- [Directions] Copy all lines holding the word "linecap" from the entries.

[The input — start]

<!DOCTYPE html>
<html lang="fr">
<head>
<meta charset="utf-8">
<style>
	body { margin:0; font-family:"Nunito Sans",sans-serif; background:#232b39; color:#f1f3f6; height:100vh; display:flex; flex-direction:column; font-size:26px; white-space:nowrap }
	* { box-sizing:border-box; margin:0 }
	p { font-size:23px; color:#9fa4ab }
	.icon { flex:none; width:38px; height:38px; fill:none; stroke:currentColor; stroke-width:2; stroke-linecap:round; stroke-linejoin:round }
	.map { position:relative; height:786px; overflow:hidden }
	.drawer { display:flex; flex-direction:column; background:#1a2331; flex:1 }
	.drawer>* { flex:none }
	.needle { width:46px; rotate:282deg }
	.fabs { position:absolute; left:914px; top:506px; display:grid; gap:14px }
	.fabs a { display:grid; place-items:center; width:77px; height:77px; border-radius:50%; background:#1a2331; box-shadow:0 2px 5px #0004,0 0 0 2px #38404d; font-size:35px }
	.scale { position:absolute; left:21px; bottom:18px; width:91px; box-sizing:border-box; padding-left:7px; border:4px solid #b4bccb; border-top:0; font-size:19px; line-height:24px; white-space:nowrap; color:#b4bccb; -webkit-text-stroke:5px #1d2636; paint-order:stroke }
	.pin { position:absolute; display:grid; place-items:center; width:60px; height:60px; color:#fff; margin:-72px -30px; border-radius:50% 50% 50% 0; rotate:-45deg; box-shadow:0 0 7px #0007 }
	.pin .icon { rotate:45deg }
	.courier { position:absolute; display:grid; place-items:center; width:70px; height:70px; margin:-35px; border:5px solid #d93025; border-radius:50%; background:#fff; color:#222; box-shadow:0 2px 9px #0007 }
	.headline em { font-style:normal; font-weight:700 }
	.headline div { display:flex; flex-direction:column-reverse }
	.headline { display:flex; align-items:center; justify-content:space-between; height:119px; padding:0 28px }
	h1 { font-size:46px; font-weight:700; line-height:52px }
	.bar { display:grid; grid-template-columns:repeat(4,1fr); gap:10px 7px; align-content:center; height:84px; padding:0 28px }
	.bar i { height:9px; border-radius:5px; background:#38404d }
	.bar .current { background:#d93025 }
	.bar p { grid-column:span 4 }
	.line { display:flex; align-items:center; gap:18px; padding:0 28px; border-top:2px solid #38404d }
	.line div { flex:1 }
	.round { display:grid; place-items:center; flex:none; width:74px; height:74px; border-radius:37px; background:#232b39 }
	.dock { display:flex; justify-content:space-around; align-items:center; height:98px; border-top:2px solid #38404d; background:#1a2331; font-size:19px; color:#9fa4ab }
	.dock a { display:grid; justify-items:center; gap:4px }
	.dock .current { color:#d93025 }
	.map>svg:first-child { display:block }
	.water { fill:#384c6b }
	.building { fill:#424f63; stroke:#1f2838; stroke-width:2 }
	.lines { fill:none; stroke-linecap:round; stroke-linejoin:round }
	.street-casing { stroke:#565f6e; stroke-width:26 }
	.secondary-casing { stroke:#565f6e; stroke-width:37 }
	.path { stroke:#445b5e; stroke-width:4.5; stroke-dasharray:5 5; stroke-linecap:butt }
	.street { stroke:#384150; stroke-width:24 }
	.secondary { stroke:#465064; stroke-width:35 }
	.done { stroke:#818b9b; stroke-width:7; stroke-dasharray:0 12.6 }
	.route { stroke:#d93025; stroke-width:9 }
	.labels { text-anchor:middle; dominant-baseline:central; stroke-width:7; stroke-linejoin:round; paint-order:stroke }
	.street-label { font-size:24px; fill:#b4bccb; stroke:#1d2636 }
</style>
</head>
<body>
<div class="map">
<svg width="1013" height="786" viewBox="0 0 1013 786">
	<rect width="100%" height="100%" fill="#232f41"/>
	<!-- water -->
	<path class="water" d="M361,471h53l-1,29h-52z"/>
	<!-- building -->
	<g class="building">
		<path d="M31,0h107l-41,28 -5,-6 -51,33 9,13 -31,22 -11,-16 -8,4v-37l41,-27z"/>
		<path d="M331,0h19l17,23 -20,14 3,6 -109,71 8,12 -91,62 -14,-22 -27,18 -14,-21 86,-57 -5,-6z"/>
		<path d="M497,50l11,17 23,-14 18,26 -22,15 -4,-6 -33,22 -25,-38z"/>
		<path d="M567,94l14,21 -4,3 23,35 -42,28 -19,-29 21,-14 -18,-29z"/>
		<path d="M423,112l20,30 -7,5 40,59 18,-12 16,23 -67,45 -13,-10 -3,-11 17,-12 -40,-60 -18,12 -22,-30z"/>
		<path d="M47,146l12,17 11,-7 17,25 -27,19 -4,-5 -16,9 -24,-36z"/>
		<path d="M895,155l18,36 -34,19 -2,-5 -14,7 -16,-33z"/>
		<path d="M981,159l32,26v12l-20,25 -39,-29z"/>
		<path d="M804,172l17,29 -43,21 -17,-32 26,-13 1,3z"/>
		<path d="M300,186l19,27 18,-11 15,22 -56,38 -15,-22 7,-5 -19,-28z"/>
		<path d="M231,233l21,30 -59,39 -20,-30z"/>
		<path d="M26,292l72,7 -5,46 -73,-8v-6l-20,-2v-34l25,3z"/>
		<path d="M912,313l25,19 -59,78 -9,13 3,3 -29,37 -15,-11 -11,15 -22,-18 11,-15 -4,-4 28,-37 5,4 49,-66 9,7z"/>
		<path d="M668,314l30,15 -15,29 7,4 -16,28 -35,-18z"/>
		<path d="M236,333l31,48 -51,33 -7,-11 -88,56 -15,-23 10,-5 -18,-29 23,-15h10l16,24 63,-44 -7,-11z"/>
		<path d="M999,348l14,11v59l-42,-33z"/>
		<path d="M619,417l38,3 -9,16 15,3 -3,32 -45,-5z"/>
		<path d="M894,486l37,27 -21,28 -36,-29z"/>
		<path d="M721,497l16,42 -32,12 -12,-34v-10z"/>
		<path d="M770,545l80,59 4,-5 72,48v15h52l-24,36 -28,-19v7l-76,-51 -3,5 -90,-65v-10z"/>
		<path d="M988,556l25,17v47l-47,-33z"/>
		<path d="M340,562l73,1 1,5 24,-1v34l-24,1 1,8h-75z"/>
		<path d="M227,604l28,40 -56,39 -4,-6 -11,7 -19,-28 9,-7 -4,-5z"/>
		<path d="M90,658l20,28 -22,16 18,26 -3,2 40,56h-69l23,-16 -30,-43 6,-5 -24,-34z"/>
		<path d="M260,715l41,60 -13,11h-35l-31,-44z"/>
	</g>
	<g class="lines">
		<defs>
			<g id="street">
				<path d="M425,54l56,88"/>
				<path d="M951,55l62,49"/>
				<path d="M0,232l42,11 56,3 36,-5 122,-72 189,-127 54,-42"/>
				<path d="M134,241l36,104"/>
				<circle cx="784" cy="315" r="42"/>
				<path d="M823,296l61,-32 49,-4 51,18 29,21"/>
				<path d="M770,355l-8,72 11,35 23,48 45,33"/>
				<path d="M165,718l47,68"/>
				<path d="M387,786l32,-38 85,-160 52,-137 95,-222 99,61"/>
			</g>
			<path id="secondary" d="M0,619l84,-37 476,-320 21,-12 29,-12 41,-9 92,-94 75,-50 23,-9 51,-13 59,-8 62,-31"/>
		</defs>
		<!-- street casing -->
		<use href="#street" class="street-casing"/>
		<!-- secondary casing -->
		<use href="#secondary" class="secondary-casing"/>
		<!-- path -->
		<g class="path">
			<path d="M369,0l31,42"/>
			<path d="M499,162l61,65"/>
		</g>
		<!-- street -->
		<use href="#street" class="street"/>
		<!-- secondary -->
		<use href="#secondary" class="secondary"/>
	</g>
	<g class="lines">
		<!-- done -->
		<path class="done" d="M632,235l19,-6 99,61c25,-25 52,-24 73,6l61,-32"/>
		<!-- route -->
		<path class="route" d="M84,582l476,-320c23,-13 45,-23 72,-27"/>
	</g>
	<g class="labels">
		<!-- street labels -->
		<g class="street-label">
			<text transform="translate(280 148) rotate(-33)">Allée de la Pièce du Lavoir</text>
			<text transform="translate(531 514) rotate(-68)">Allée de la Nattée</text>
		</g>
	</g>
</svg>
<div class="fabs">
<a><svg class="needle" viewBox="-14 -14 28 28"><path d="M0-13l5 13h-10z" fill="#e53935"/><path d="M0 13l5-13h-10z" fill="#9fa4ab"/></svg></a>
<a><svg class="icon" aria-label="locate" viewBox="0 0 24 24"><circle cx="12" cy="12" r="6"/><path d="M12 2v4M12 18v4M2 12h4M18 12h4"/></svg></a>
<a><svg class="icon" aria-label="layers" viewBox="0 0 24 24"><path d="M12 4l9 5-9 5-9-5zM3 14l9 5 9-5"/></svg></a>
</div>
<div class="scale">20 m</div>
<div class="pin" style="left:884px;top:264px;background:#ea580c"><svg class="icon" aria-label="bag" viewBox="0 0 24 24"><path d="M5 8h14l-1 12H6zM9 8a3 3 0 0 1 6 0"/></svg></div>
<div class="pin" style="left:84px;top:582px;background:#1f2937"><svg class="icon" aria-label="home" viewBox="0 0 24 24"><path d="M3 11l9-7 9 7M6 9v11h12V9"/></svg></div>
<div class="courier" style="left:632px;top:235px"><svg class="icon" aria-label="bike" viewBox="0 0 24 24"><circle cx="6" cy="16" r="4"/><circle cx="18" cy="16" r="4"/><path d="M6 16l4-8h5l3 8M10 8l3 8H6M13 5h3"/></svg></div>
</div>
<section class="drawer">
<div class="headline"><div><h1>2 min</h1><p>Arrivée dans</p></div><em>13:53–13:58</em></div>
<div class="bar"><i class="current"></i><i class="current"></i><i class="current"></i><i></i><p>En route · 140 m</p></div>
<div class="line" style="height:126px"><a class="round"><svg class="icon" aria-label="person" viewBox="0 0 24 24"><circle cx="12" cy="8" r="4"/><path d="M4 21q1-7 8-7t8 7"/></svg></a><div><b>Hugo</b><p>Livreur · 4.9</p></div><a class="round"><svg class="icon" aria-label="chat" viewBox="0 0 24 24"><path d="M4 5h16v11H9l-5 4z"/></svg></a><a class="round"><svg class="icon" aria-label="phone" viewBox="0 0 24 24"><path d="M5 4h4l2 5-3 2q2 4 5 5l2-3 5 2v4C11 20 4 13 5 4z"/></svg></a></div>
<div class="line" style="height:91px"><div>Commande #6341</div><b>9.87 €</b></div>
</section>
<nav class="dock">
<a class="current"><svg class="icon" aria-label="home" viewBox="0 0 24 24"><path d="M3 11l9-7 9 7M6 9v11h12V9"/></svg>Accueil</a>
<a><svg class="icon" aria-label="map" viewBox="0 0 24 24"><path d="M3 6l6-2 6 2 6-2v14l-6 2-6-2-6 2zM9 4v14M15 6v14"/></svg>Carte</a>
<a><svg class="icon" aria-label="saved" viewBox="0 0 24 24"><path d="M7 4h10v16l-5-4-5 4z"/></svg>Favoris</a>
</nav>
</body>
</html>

[The input — finish]

- [Finished task]
	.icon { flex:none; width:38px; height:38px; fill:none; stroke:currentColor; stroke-width:2; stroke-linecap:round; stroke-linejoin:round }
	.lines { fill:none; stroke-linecap:round; stroke-linejoin:round }
	.path { stroke:#445b5e; stroke-width:4.5; stroke-dasharray:5 5; stroke-linecap:butt }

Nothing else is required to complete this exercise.